## Exercise instructions
Nothing in the data may be altered; restate all of it exactly.

## Listed entries

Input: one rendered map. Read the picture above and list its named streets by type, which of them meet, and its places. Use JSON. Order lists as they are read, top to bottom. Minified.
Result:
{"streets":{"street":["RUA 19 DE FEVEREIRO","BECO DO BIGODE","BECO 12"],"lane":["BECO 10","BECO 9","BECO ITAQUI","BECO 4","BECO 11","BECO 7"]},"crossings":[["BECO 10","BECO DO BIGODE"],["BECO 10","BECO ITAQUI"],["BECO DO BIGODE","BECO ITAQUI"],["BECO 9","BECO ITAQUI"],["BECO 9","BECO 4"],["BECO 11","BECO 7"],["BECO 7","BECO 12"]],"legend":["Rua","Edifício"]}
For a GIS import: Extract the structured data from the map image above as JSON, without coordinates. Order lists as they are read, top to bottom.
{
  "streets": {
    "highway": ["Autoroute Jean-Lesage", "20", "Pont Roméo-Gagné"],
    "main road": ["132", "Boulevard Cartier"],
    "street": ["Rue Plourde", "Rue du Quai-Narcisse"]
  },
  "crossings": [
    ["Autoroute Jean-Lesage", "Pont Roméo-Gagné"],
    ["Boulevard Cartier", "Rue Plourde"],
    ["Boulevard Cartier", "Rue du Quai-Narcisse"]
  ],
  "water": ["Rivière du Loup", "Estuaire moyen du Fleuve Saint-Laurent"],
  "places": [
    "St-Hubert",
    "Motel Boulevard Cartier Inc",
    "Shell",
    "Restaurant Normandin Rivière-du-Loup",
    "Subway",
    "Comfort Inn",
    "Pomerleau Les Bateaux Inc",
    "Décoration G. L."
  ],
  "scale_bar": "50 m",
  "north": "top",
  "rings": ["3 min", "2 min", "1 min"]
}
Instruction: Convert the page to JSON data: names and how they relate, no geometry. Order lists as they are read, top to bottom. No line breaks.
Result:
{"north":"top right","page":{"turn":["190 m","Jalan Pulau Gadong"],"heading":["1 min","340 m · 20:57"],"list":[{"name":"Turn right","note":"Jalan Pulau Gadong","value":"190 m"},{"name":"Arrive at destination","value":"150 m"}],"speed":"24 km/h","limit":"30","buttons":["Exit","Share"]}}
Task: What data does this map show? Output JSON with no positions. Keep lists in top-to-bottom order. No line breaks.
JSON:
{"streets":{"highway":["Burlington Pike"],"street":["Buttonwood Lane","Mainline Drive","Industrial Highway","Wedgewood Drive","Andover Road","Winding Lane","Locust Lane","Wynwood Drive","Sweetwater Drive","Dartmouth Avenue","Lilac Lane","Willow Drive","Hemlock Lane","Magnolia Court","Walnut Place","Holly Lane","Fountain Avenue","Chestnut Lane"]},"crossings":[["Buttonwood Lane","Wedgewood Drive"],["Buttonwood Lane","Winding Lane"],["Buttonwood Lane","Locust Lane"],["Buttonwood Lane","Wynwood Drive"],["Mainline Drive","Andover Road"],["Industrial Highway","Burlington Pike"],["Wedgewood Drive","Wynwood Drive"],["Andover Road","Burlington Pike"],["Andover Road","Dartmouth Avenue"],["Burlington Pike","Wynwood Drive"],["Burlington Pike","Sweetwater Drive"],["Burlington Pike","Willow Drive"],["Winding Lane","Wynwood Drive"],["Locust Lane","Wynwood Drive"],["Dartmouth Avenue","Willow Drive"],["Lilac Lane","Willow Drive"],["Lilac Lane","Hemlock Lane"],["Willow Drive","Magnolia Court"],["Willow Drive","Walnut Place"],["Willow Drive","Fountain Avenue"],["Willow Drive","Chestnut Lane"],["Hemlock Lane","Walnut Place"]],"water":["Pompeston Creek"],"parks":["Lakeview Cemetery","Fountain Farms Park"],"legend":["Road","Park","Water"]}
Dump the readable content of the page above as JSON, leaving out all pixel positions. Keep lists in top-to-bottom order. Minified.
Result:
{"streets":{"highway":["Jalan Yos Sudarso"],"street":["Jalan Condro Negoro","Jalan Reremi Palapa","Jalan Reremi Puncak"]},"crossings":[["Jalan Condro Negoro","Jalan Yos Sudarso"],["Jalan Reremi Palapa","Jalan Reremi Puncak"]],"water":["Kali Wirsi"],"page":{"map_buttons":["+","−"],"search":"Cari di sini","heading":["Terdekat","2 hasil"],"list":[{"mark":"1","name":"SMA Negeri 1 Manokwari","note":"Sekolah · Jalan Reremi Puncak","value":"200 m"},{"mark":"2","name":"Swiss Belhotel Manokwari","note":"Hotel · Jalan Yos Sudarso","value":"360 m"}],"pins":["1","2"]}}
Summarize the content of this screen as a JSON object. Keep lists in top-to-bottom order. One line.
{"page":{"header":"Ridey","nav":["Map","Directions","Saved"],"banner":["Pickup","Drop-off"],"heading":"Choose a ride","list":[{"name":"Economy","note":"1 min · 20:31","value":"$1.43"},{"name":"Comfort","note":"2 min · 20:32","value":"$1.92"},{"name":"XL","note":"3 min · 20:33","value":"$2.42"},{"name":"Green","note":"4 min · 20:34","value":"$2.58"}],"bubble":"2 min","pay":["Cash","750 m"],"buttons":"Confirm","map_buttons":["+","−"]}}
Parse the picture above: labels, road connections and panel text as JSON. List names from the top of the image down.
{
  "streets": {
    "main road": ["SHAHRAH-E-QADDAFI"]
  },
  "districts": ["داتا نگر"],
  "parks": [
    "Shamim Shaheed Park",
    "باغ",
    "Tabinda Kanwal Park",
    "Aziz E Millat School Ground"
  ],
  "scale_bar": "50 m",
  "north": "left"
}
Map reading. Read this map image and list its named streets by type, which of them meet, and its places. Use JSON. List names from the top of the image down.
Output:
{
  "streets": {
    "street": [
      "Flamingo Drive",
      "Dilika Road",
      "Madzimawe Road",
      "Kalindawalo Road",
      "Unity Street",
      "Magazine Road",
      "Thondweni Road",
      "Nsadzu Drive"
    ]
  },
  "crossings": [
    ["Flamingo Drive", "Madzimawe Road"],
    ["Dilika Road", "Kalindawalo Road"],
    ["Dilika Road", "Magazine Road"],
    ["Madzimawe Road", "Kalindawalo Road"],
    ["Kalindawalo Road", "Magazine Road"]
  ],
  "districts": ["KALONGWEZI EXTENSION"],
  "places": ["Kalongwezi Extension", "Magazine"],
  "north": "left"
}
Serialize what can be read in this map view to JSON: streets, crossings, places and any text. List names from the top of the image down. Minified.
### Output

## Answer space
Input: one rendered map. Read the picture above and list its named streets by type, which of them meet, and its places. Use JSON. Order lists as they are read, top to bottom. Minified.
Result:
{"streets":{"street":["RUA 19 DE FEVEREIRO","BECO DO BIGODE","BECO 12"],"lane":["BECO 10","BECO 9","BECO ITAQUI","BECO 4","BECO 11","BECO 7"]},"crossings":[["BECO 10","BECO DO BIGODE"],["BECO 10","BECO ITAQUI"],["BECO DO BIGODE","BECO ITAQUI"],["BECO 9","BECO ITAQUI"],["BECO 9","BECO 4"],["BECO 11","BECO 7"],["BECO 7","BECO 12"]],"legend":["Rua","Edifício"]}
For a GIS import: Extract the structured data from the map image above as JSON, without coordinates. Order lists as they are read, top to bottom.
{
  "streets": {
    "highway": ["Autoroute Jean-Lesage", "20", "Pont Roméo-Gagné"],
    "main road": ["132", "Boulevard Cartier"],
    "street": ["Rue Plourde", "Rue du Quai-Narcisse"]
  },
  "crossings": [
    ["Autoroute Jean-Lesage", "Pont Roméo-Gagné"],
    ["Boulevard Cartier", "Rue Plourde"],
    ["Boulevard Cartier", "Rue du Quai-Narcisse"]
  ],
  "water": ["Rivière du Loup", "Estuaire moyen du Fleuve Saint-Laurent"],
  "places": [
    "St-Hubert",
    "Motel Boulevard Cartier Inc",
    "Shell",
    "Restaurant Normandin Rivière-du-Loup",
    "Subway",
    "Comfort Inn",
    "Pomerleau Les Bateaux Inc",
    "Décoration G. L."
  ],
  "scale_bar": "50 m",
  "north": "top",
  "rings": ["3 min", "2 min", "1 min"]
}
Instruction: Convert the page to JSON data: names and how they relate, no geometry. Order lists as they are read, top to bottom. No line breaks.
Result:
{"north":"top right","page":{"turn":["190 m","Jalan Pulau Gadong"],"heading":["1 min","340 m · 20:57"],"list":[{"name":"Turn right","note":"Jalan Pulau Gadong","value":"190 m"},{"name":"Arrive at destination","value":"150 m"}],"speed":"24 km/h","limit":"30","buttons":["Exit","Share"]}}
Task: What data does this map show? Output JSON with no positions. Keep lists in top-to-bottom order. No line breaks.
JSON:
{"streets":{"highway":["Burlington Pike"],"street":["Buttonwood Lane","Mainline Drive","Industrial Highway","Wedgewood Drive","Andover Road","Winding Lane","Locust Lane","Wynwood Drive","Sweetwater Drive","Dartmouth Avenue","Lilac Lane","Willow Drive","Hemlock Lane","Magnolia Court","Walnut Place","Holly Lane","Fountain Avenue","Chestnut Lane"]},"crossings":[["Buttonwood Lane","Wedgewood Drive"],["Buttonwood Lane","Winding Lane"],["Buttonwood Lane","Locust Lane"],["Buttonwood Lane","Wynwood Drive"],["Mainline Drive","Andover Road"],["Industrial Highway","Burlington Pike"],["Wedgewood Drive","Wynwood Drive"],["Andover Road","Burlington Pike"],["Andover Road","Dartmouth Avenue"],["Burlington Pike","Wynwood Drive"],["Burlington Pike","Sweetwater Drive"],["Burlington Pike","Willow Drive"],["Winding Lane","Wynwood Drive"],["Locust Lane","Wynwood Drive"],["Dartmouth Avenue","Willow Drive"],["Lilac Lane","Willow Drive"],["Lilac Lane","Hemlock Lane"],["Willow Drive","Magnolia Court"],["Willow Drive","Walnut Place"],["Willow Drive","Fountain Avenue"],["Willow Drive","Chestnut Lane"],["Hemlock Lane","Walnut Place"]],"water":["Pompeston Creek"],"parks":["Lakeview Cemetery","Fountain Farms Park"],"legend":["Road","Park","Water"]}
Dump the readable content of the page above as JSON, leaving out all pixel positions. Keep lists in top-to-bottom order. Minified.
Result:
{"streets":{"highway":["Jalan Yos Sudarso"],"street":["Jalan Condro Negoro","Jalan Reremi Palapa","Jalan Reremi Puncak"]},"crossings":[["Jalan Condro Negoro","Jalan Yos Sudarso"],["Jalan Reremi Palapa","Jalan Reremi Puncak"]],"water":["Kali Wirsi"],"page":{"map_buttons":["+","−"],"search":"Cari di sini","heading":["Terdekat","2 hasil"],"list":[{"mark":"1","name":"SMA Negeri 1 Manokwari","note":"Sekolah · Jalan Reremi Puncak","value":"200 m"},{"mark":"2","name":"Swiss Belhotel Manokwari","note":"Hotel · Jalan Yos Sudarso","value":"360 m"}],"pins":["1","2"]}}
Summarize the content of this screen as a JSON object. Keep lists in top-to-bottom order. One line.
{"page":{"header":"Ridey","nav":["Map","Directions","Saved"],"banner":["Pickup","Drop-off"],"heading":"Choose a ride","list":[{"name":"Economy","note":"1 min · 20:31","value":"$1.43"},{"name":"Comfort","note":"2 min · 20:32","value":"$1.92"},{"name":"XL","note":"3 min · 20:33","value":"$2.42"},{"name":"Green","note":"4 min · 20:34","value":"$2.58"}],"bubble":"2 min","pay":["Cash","750 m"],"buttons":"Confirm","map_buttons":["+","−"]}}
Parse the picture above: labels, road connections and panel text as JSON. List names from the top of the image down.
{
  "streets": {
    "main road": ["SHAHRAH-E-QADDAFI"]
  },
  "districts": ["داتا نگر"],
  "parks": [
    "Shamim Shaheed Park",
    "باغ",
    "Tabinda Kanwal Park",
    "Aziz E Millat School Ground"
  ],
  "scale_bar": "50 m",
  "north": "left"
}
Map reading. Read this map image and list its named streets by type, which of them meet, and its places. Use JSON. List names from the top of the image down.
Output:
{
  "streets": {
    "street": [
      "Flamingo Drive",
      "Dilika Road",
      "Madzimawe Road",
      "Kalindawalo Road",
      "Unity Street",
      "Magazine Road",
      "Thondweni Road",
      "Nsadzu Drive"
    ]
  },
  "crossings": [
    ["Flamingo Drive", "Madzimawe Road"],
    ["Dilika Road", "Kalindawalo Road"],
    ["Dilika Road", "Magazine Road"],
    ["Madzimawe Road", "Kalindawalo Road"],
    ["Kalindawalo Road", "Magazine Road"]
  ],
  "districts": ["KALONGWEZI EXTENSION"],
  "places": ["Kalongwezi Extension", "Magazine"],
  "north": "left"
}
Serialize what can be read in this map view to JSON: streets, crossings, places and any text. List names from the top of the image down. Minified.
### Output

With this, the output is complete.